### What is needed
Using the material that follows, output exactly the lines from the one containing "ctx.lineWidth = width;" through the one containing "ctx.translate(x, y);", with both ends kept.

= Beginning of Section =

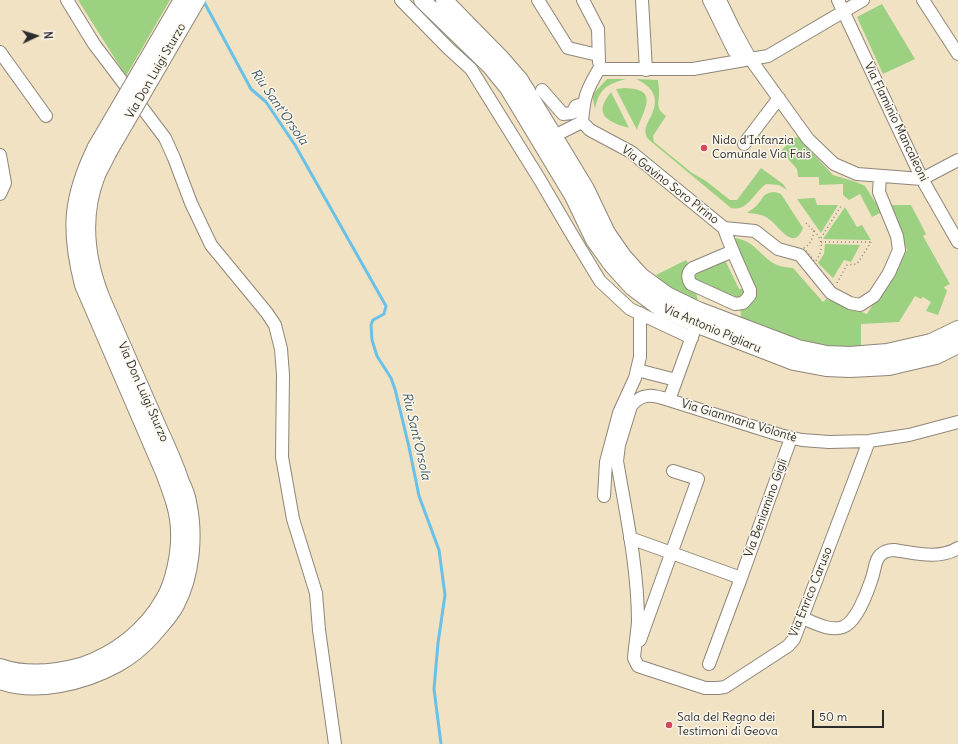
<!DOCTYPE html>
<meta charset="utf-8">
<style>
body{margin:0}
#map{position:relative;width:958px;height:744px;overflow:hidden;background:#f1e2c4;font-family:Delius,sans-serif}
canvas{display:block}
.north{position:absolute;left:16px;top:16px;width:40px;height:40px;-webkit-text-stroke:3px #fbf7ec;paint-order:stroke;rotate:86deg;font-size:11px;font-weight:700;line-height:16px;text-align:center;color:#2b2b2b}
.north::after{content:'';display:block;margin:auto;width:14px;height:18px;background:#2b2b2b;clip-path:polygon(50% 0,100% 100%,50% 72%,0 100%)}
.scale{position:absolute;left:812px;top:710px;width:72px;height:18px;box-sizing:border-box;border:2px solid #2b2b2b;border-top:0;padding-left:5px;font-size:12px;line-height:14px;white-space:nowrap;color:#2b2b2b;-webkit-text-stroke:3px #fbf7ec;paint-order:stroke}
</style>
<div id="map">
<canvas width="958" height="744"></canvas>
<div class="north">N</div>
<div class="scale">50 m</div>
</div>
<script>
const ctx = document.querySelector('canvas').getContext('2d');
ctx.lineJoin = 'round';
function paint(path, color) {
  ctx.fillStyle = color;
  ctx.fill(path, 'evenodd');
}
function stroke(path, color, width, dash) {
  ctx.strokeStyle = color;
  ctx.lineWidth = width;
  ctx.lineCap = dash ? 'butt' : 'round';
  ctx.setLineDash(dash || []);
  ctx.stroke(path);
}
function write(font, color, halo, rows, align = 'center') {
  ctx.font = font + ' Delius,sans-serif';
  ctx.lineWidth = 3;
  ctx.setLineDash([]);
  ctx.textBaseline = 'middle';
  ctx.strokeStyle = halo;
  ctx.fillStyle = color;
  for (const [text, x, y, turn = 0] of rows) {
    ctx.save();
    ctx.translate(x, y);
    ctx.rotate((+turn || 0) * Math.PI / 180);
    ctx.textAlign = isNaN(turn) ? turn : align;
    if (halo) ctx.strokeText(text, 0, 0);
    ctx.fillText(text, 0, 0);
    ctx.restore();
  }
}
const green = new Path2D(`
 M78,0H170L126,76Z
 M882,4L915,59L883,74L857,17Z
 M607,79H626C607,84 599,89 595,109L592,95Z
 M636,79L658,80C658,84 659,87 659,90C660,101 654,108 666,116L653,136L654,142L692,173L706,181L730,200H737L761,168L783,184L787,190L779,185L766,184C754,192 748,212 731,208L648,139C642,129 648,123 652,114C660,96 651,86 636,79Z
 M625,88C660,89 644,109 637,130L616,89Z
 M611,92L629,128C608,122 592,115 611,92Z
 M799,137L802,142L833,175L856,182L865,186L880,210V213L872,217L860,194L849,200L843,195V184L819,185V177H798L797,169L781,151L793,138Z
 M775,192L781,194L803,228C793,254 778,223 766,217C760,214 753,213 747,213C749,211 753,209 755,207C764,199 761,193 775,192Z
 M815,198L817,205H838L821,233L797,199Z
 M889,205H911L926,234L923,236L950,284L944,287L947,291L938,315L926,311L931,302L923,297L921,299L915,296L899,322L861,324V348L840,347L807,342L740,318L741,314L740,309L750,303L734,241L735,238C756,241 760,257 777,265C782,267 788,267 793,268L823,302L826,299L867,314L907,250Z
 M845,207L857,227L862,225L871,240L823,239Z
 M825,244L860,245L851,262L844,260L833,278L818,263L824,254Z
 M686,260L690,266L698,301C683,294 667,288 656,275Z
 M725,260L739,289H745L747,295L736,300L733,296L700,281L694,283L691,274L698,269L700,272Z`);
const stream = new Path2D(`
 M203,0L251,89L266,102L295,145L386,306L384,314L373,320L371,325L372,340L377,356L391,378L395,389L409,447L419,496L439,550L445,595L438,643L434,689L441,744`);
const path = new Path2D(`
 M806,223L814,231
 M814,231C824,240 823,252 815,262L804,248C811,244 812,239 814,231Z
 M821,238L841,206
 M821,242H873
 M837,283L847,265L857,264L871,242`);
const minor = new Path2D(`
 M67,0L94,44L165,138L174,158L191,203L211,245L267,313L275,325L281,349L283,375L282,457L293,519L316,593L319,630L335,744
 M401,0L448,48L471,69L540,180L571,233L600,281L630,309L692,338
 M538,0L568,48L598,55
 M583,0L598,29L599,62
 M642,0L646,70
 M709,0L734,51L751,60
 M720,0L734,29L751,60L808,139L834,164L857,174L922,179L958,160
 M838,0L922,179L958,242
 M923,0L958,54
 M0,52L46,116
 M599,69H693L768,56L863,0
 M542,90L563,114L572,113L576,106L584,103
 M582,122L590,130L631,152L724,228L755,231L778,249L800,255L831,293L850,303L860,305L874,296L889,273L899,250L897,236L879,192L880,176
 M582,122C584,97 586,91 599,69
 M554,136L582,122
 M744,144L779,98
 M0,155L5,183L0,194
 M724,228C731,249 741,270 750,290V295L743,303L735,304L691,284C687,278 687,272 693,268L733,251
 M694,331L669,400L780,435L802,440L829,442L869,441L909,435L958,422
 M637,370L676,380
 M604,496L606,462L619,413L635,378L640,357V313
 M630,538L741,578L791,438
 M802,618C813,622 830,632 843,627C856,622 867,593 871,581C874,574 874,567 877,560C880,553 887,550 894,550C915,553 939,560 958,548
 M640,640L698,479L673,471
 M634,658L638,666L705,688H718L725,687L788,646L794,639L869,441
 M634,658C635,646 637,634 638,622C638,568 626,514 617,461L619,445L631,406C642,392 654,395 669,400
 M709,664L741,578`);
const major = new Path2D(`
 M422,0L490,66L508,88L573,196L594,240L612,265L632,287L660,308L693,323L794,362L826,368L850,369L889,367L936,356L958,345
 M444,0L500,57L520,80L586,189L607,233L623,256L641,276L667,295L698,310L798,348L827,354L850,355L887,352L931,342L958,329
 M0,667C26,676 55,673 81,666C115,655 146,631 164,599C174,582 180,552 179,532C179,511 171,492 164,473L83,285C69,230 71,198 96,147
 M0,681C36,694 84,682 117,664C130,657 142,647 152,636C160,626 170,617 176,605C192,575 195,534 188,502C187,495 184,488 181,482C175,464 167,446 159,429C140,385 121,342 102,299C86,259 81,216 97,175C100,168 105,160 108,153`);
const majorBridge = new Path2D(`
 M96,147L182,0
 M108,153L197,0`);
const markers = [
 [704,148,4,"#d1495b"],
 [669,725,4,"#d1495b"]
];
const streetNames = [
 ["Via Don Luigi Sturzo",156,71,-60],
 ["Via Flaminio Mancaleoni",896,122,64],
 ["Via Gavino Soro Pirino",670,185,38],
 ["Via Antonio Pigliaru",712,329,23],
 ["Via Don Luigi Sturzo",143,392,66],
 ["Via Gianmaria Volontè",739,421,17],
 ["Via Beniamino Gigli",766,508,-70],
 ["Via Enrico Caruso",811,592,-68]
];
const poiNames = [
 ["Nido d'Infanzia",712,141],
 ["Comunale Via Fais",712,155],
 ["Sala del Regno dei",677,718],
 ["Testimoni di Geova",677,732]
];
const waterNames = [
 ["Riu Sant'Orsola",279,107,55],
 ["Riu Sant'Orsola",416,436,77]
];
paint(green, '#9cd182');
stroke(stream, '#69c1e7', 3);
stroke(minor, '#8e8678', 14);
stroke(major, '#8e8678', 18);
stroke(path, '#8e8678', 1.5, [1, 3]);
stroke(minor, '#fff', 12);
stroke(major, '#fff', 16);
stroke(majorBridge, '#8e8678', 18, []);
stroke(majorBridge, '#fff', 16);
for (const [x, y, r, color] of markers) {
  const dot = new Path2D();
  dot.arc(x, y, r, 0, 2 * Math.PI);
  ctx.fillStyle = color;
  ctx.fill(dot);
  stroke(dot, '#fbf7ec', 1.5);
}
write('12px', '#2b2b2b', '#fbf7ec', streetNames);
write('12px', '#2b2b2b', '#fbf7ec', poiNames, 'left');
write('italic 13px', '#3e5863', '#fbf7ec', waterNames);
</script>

= End of Section =

### Answer section
  ctx.lineWidth = width;
  ctx.lineCap = dash ? 'butt' : 'round';
  ctx.setLineDash(dash || []);
  ctx.stroke(path);
}
function write(font, color, halo, rows, align = 'center') {
  ctx.font = font + ' Delius,sans-serif';
  ctx.lineWidth = 3;
  ctx.setLineDash([]);
  ctx.textBaseline = 'middle';
  ctx.strokeStyle = halo;
  ctx.fillStyle = color;
  for (const [text, x, y, turn = 0] of rows) {
    ctx.save();
    ctx.translate(x, y);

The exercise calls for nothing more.